* _Prompt_
All of the data needs to be printed again, exactly as written.

* _Records to use_
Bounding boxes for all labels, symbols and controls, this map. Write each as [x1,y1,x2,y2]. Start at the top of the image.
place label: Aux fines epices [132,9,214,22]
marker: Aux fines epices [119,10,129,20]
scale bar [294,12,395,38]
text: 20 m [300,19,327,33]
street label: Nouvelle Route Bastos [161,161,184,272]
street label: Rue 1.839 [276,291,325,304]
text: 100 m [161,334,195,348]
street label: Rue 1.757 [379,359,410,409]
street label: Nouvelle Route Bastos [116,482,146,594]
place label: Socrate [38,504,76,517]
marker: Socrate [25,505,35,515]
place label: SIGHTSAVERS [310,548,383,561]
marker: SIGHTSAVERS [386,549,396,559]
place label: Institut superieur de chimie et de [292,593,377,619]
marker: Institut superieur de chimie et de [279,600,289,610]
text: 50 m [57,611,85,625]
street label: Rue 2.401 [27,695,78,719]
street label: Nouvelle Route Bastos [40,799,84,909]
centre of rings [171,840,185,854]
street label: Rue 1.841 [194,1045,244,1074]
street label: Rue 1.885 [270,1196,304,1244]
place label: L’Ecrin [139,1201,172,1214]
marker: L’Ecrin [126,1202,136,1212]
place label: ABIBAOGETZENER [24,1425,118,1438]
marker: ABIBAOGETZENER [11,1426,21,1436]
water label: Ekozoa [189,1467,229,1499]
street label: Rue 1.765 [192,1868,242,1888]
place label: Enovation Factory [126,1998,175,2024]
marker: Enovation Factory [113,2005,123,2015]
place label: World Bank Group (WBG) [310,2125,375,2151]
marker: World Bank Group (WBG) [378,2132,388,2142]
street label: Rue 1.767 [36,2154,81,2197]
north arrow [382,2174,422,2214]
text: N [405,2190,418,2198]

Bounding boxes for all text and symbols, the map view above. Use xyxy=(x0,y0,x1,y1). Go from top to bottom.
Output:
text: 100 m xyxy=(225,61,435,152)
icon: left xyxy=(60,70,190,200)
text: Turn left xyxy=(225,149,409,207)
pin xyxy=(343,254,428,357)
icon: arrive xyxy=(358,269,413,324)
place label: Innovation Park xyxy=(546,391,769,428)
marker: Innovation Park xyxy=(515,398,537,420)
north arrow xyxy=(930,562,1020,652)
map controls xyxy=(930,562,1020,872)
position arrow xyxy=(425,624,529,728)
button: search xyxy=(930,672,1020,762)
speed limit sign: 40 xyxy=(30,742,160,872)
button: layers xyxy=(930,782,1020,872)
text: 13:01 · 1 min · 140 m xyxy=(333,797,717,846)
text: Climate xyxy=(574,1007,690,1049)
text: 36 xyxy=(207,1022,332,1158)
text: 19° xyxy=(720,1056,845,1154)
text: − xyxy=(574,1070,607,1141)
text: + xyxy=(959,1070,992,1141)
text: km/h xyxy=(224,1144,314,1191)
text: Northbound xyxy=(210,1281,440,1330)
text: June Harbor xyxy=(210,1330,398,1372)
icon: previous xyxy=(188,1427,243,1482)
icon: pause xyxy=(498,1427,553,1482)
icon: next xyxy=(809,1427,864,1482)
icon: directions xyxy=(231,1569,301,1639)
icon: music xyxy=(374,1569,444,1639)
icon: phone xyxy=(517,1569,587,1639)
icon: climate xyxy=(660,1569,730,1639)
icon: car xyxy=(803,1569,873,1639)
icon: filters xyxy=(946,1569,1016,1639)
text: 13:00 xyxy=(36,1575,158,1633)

* _Response area_
Bounding boxes for all labels, symbols and controls, this map. Write each as [x1,y1,x2,y2]. Start at the top of the image.
place label: Aux fines epices [132,9,214,22]
marker: Aux fines epices [119,10,129,20]
scale bar [294,12,395,38]
text: 20 m [300,19,327,33]
street label: Nouvelle Route Bastos [161,161,184,272]
street label: Rue 1.839 [276,291,325,304]
text: 100 m [161,334,195,348]
street label: Rue 1.757 [379,359,410,409]
street label: Nouvelle Route Bastos [116,482,146,594]
place label: Socrate [38,504,76,517]
marker: Socrate [25,505,35,515]
place label: SIGHTSAVERS [310,548,383,561]
marker: SIGHTSAVERS [386,549,396,559]
place label: Institut superieur de chimie et de [292,593,377,619]
marker: Institut superieur de chimie et de [279,600,289,610]
text: 50 m [57,611,85,625]
street label: Rue 2.401 [27,695,78,719]
street label: Nouvelle Route Bastos [40,799,84,909]
centre of rings [171,840,185,854]
street label: Rue 1.841 [194,1045,244,1074]
street label: Rue 1.885 [270,1196,304,1244]
place label: L’Ecrin [139,1201,172,1214]
marker: L’Ecrin [126,1202,136,1212]
place label: ABIBAOGETZENER [24,1425,118,1438]
marker: ABIBAOGETZENER [11,1426,21,1436]
water label: Ekozoa [189,1467,229,1499]
street label: Rue 1.765 [192,1868,242,1888]
place label: Enovation Factory [126,1998,175,2024]
marker: Enovation Factory [113,2005,123,2015]
place label: World Bank Group (WBG) [310,2125,375,2151]
marker: World Bank Group (WBG) [378,2132,388,2142]
street label: Rue 1.767 [36,2154,81,2197]
north arrow [382,2174,422,2214]
text: N [405,2190,418,2198]

Bounding boxes for all text and symbols, the map view above. Use xyxy=(x0,y0,x1,y1). Go from top to bottom.
Output:
text: 100 m xyxy=(225,61,435,152)
icon: left xyxy=(60,70,190,200)
text: Turn left xyxy=(225,149,409,207)
pin xyxy=(343,254,428,357)
icon: arrive xyxy=(358,269,413,324)
place label: Innovation Park xyxy=(546,391,769,428)
marker: Innovation Park xyxy=(515,398,537,420)
north arrow xyxy=(930,562,1020,652)
map controls xyxy=(930,562,1020,872)
position arrow xyxy=(425,624,529,728)
button: search xyxy=(930,672,1020,762)
speed limit sign: 40 xyxy=(30,742,160,872)
button: layers xyxy=(930,782,1020,872)
text: 13:01 · 1 min · 140 m xyxy=(333,797,717,846)
text: Climate xyxy=(574,1007,690,1049)
text: 36 xyxy=(207,1022,332,1158)
text: 19° xyxy=(720,1056,845,1154)
text: − xyxy=(574,1070,607,1141)
text: + xyxy=(959,1070,992,1141)
text: km/h xyxy=(224,1144,314,1191)
text: Northbound xyxy=(210,1281,440,1330)
text: June Harbor xyxy=(210,1330,398,1372)
icon: previous xyxy=(188,1427,243,1482)
icon: pause xyxy=(498,1427,553,1482)
icon: next xyxy=(809,1427,864,1482)
icon: directions xyxy=(231,1569,301,1639)
icon: music xyxy=(374,1569,444,1639)
icon: phone xyxy=(517,1569,587,1639)
icon: climate xyxy=(660,1569,730,1639)
icon: car xyxy=(803,1569,873,1639)
icon: filters xyxy=(946,1569,1016,1639)
text: 13:00 xyxy=(36,1575,158,1633)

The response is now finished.